2.2. Surgical procedures

Surgical procedures were performed using general anesthesia induced with sodium pentothal (14 mg/ml) intravenously. Buccal and lingual intrasulcular incisions were made and extended along the alveolar crest to include two mandibular posterior premolars (P3, P4) and both molars (M1, M2). Terminal vertical releasing incisions were made in the interdental regions posterior to the second premolar (P2) and in the retromolar regions slightly beyond the second M2 sulcus, respectively. Full‐thickness buccal and lingual flaps were elevated to expose the alveolar ridge, and teeth (P3, P4, M1, M2) were extracted using an atraumatic technique in an attempt to preserve the alveolar sulci. The same procedures were performed in the contralateral quadrant of each animal. The extraction sites were prepared for immediate implant placement by sequential cutting with internally irrigated drills in graduated diameters, and four implants (two TM, two TSV) were randomly placed bilaterally in both posterior mandibular quadrants of each dog according to the manufacturer's instructions for use. The fixture mounts were removed, and surgical cover screws were attached to the tops of the implants for a submerged healing protocol.

After placement, voids around the implants were packed with bone allograft material (Puros® Cancellous Particulate Allograft, Zimmer Biomet) rehydrated in sterile saline, per manufacturer instructions, and a collagen barrier membrane (BioMend® Extend™, Zimmer Biomet) was placed over the implant and graft material. The gingival flaps were repositioned and sutured (4‐0 Vicryl®, Ethicon Inc., Langhorne, PA, USA) in place using an interrupted technique while taking care to avoid tension over the exposed barrier membranes. All animals were placed on a soft diet and received mouthwashes with 0.12% chlorhexidine followed by sterile saline for at least 1 week after extraction and implantation surgery until soft tissue closure.

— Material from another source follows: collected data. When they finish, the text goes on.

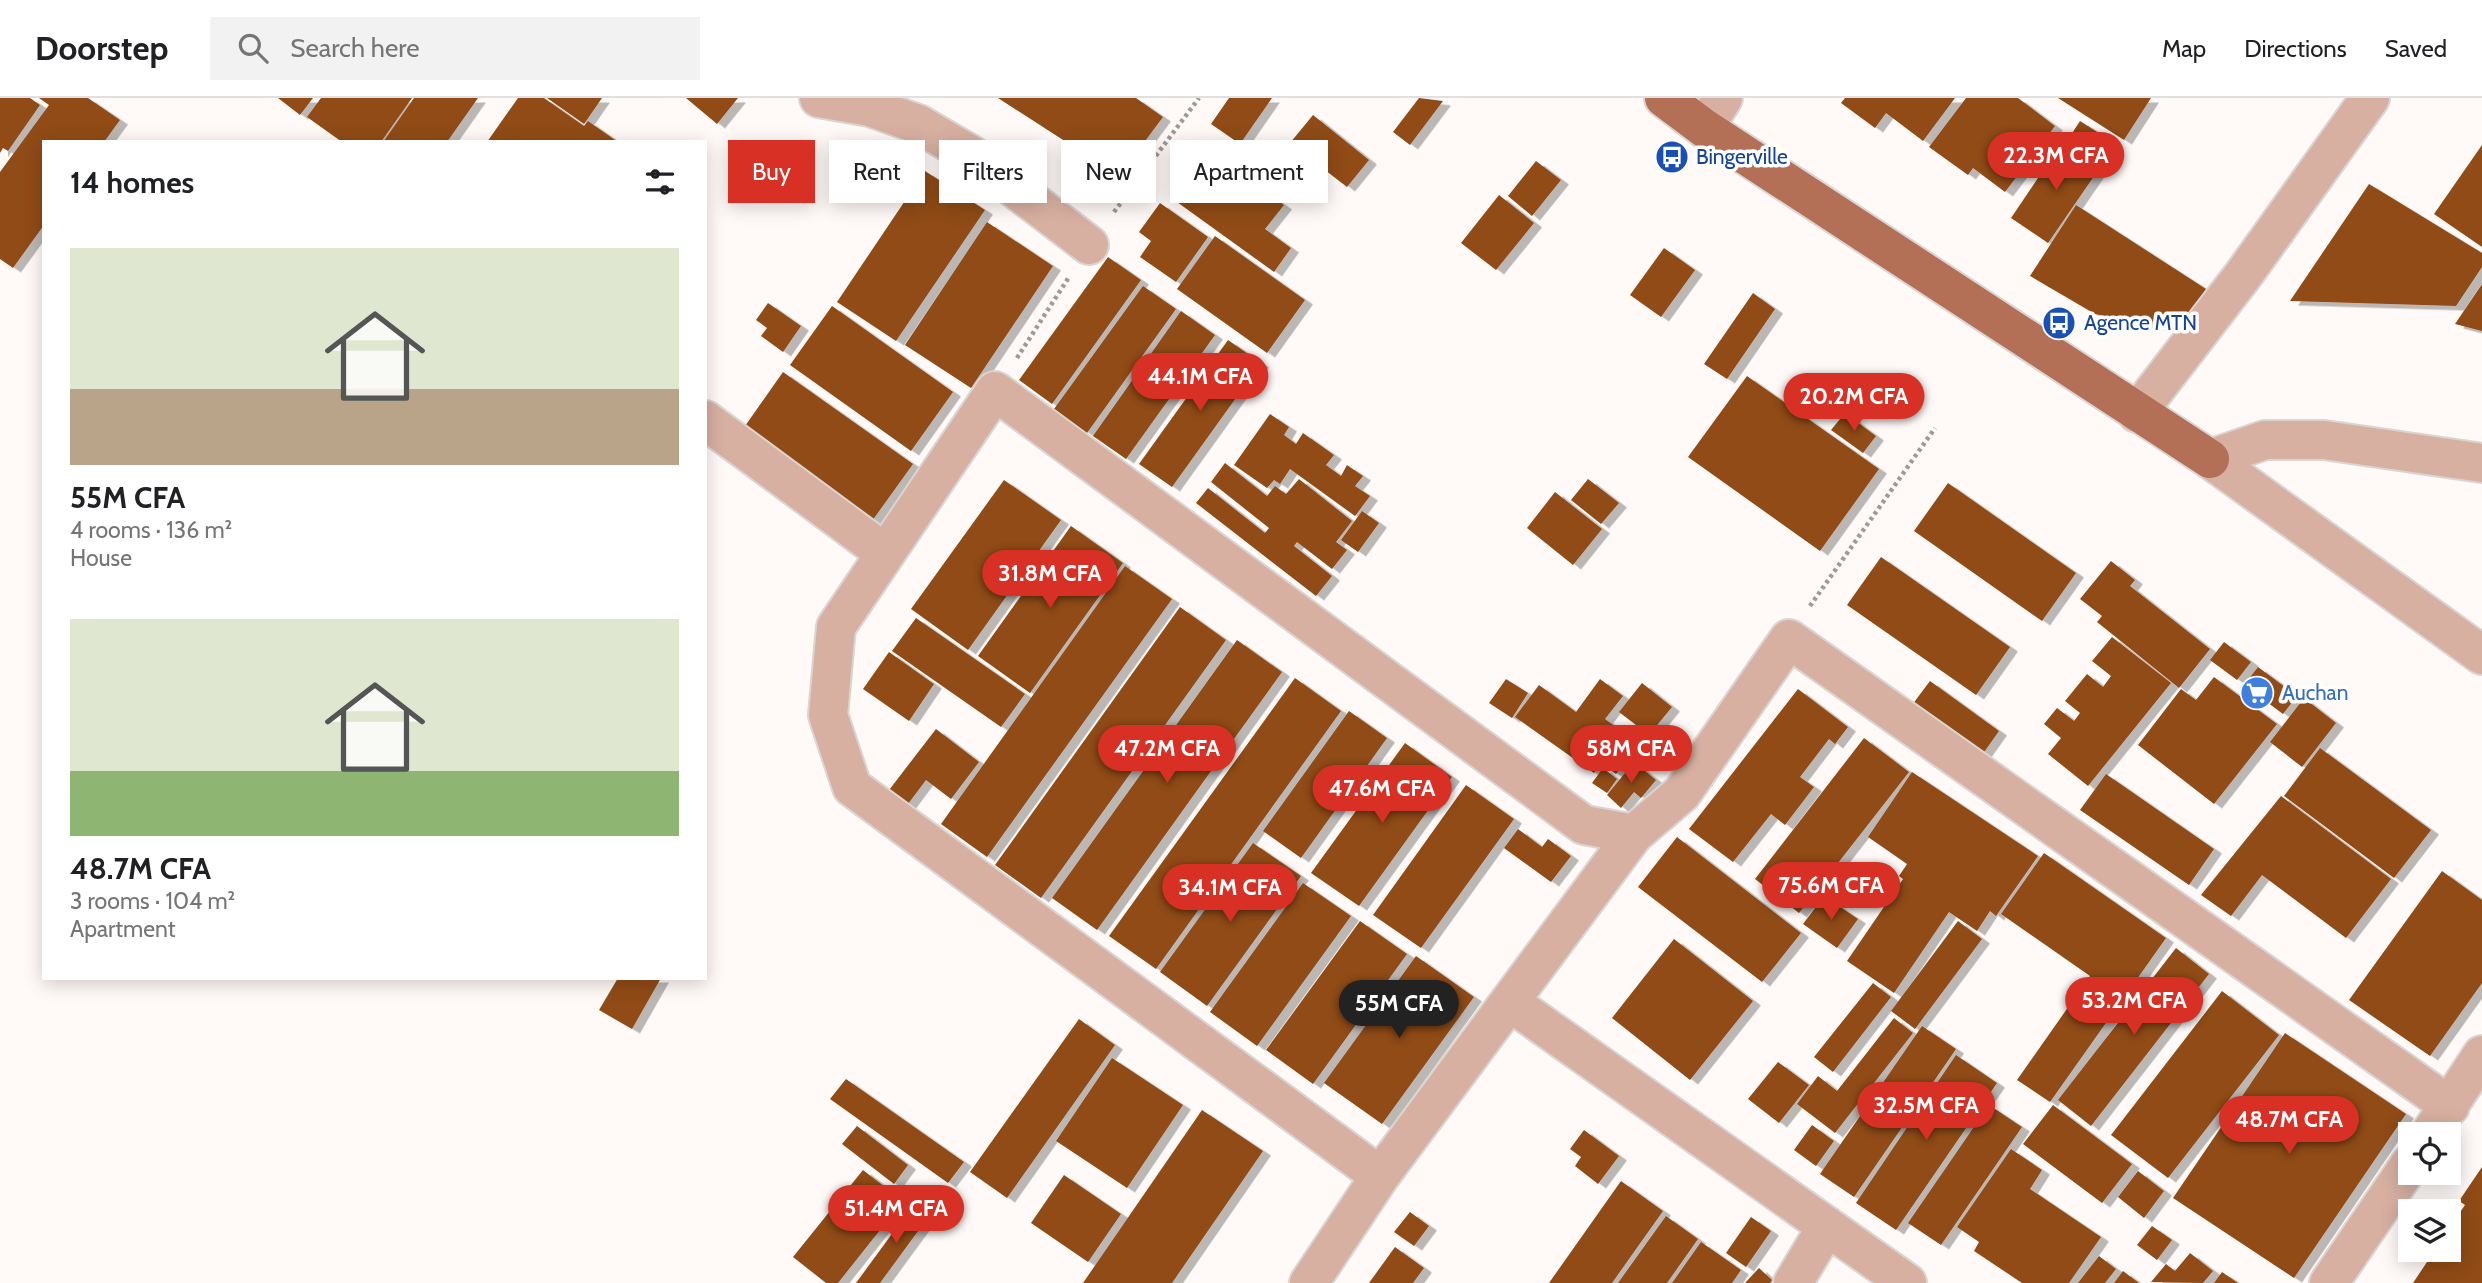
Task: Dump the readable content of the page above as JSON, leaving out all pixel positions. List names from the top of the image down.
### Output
{
  "places": {
    "bus stop": ["Bingerville", "Agence MTN"],
    "supermarket": ["Auchan"]
  },
  "page": {
    "header": "Doorstep",
    "search": "Search here",
    "nav": ["Map", "Directions", "Saved"],
    "price": [
      "22.3M CFA",
      "44.1M CFA",
      "20.2M CFA",
      "31.8M CFA",
      "47.2M CFA",
      "58M CFA",
      "47.6M CFA",
      "75.6M CFA",
      "34.1M CFA",
      "53.2M CFA",
      "55M CFA",
      "32.5M CFA",
      "48.7M CFA",
      "51.4M CFA"
    ],
    "chip": [
      "Buy",
      "Rent",
      "Filters",
      "New",
      "Apartment"
    ],
    "heading": "14 homes",
    "list": [
      {
        "name": "55M CFA",
        "note": "4 rooms · 136 m² · House"
      },
      {
        "name": "48.7M CFA",
        "note": "3 rooms · 104 m² · Apartment"
      }
    ]
  }
}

Additional rinses were performed as needed per veterinary consultation.

2.3. Calcein bone labeling

Each dog was injected with calcein (10 mg/kg) (Sigma Chemical Co., St. Louis, MO, USA) at 11 and 4 days before euthanasia. Calcein‐bound calcium ions can produce calcium deposition by chelation (Sun, Mori, Roper, Brown & Burr, 1992) and, when viewed over time, can visually depict the dynamics of mineralized bone tissue formation (Roldan et al., 2004).

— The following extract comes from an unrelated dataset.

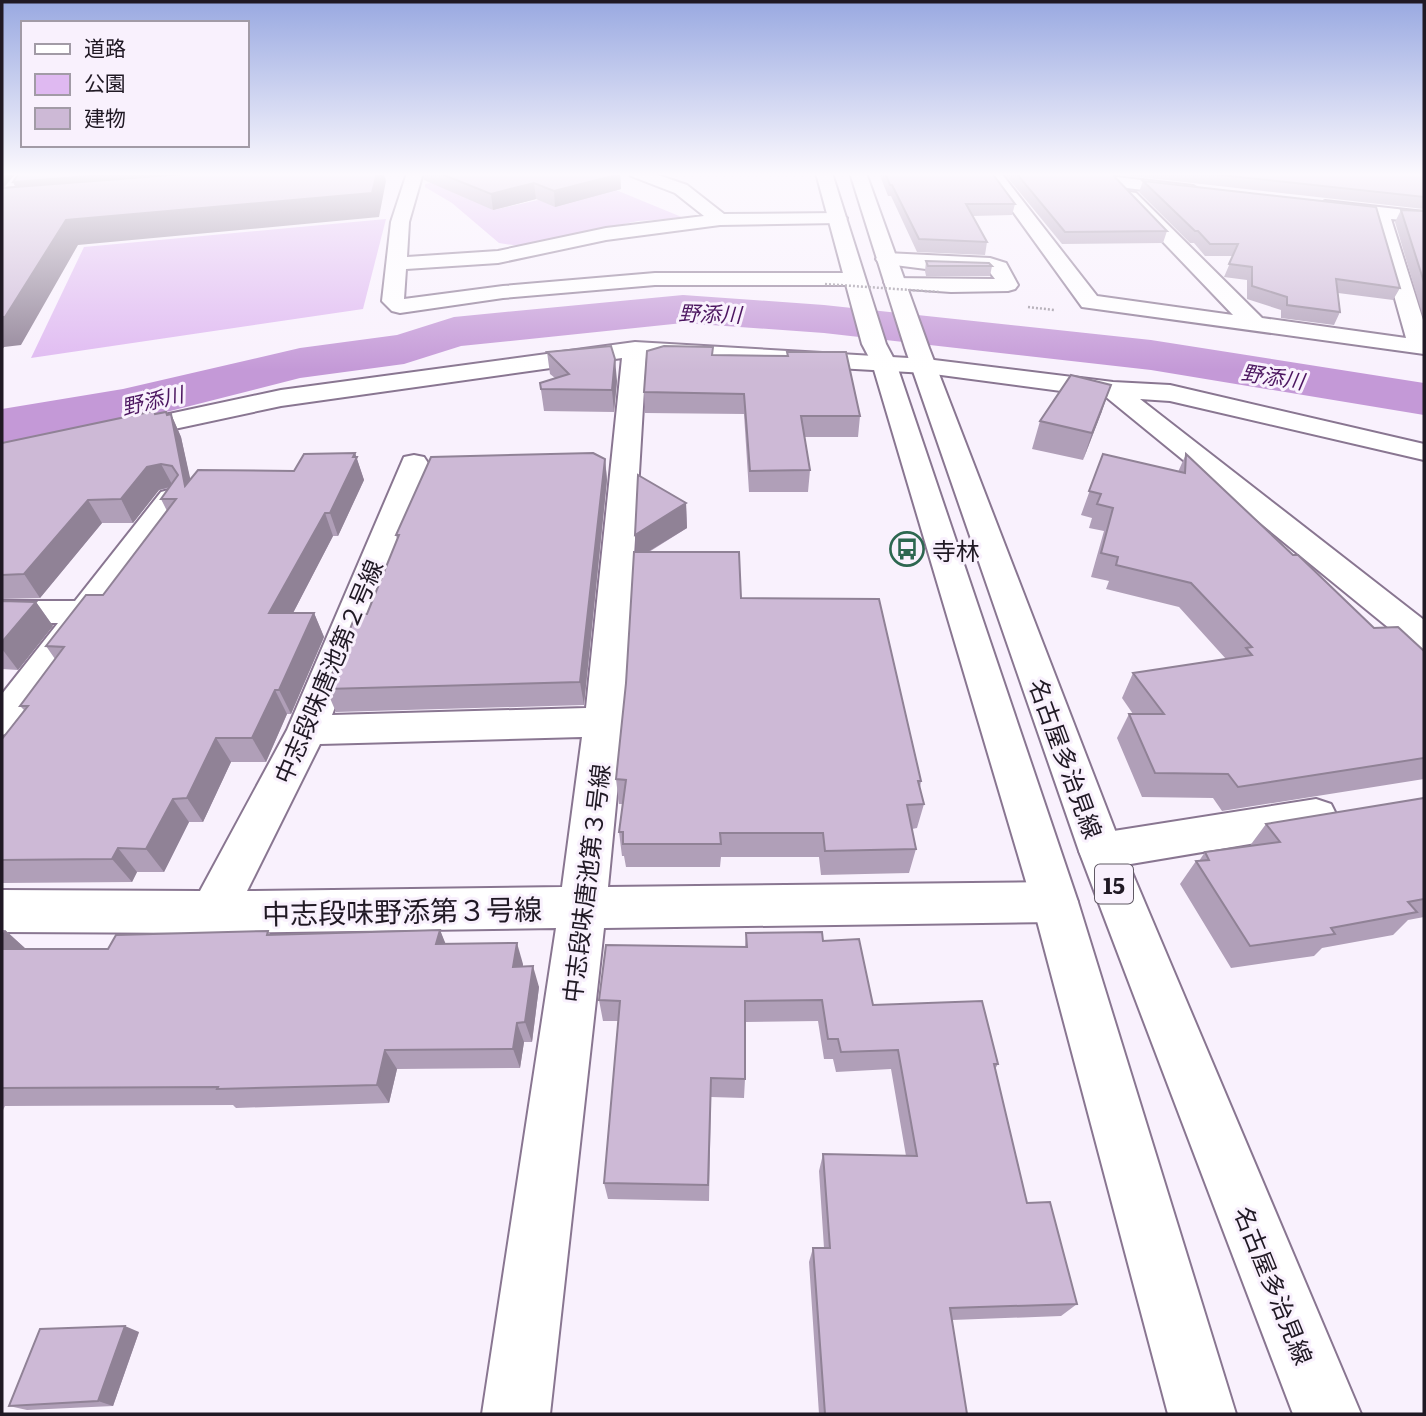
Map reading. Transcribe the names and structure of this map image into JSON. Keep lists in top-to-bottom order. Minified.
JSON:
{"streets":{"street":["中志段味唐池第２号線","名古屋多治見線","中志段味唐池第３号線","15","中志段味野添第３号線"]},"crossings":[["中志段味唐池第２号線","中志段味野添第３号線"],["名古屋多治見線","中志段味野添第３号線"],["中志段味唐池第３号線","中志段味野添第３号線"]],"water":["野添川"],"places":{"bus stop":["寺林"]},"legend":["道路","公園","建物"]}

2.4. Histologic examination

Two dogs were humanely euthanized at weeks 2, 4, 8, and 12, respectively. Postmortem, mandibular jaws were dissected and cut into blocks around the implants. The explanted tissue blocks were fixed in 10% neutral buffered formalin for 48 h. The tissue blocks were trimmed (Exakt 300 Band System, Exakt, Heraeus Kulzer, Wehrheim, Germany) and dehydrated by ethanol gradient. The blocks were then embedded in methyl methacrylate (Technovit 7200, Exakt). Undecalcified sections were prepared in the buccolingual direction at the central line (Exakt Apparatebau AG, Norderstedt, Germany). Each section was ground and polished to a final thickness (~50 μm) (Isomet 2000, Buehler, Lake Bluff, IL, USA). Two sections were collected from each block. One section was stained with Sanderson and Van Gieson (DHM, Villa Park, IL, USA), and the other section was left unstained for calcein monitoring. Stained (n = 64) and unstained calcein‐labeled samples (n = 64) were mounted on glass slides and subjected to histologic evaluations using a microscope (Olympus BX‐51, Olympus Optical Co., Tokyo, Japan) connected with video camera and interface card (Olympus DP72, Olympus Optical Co.).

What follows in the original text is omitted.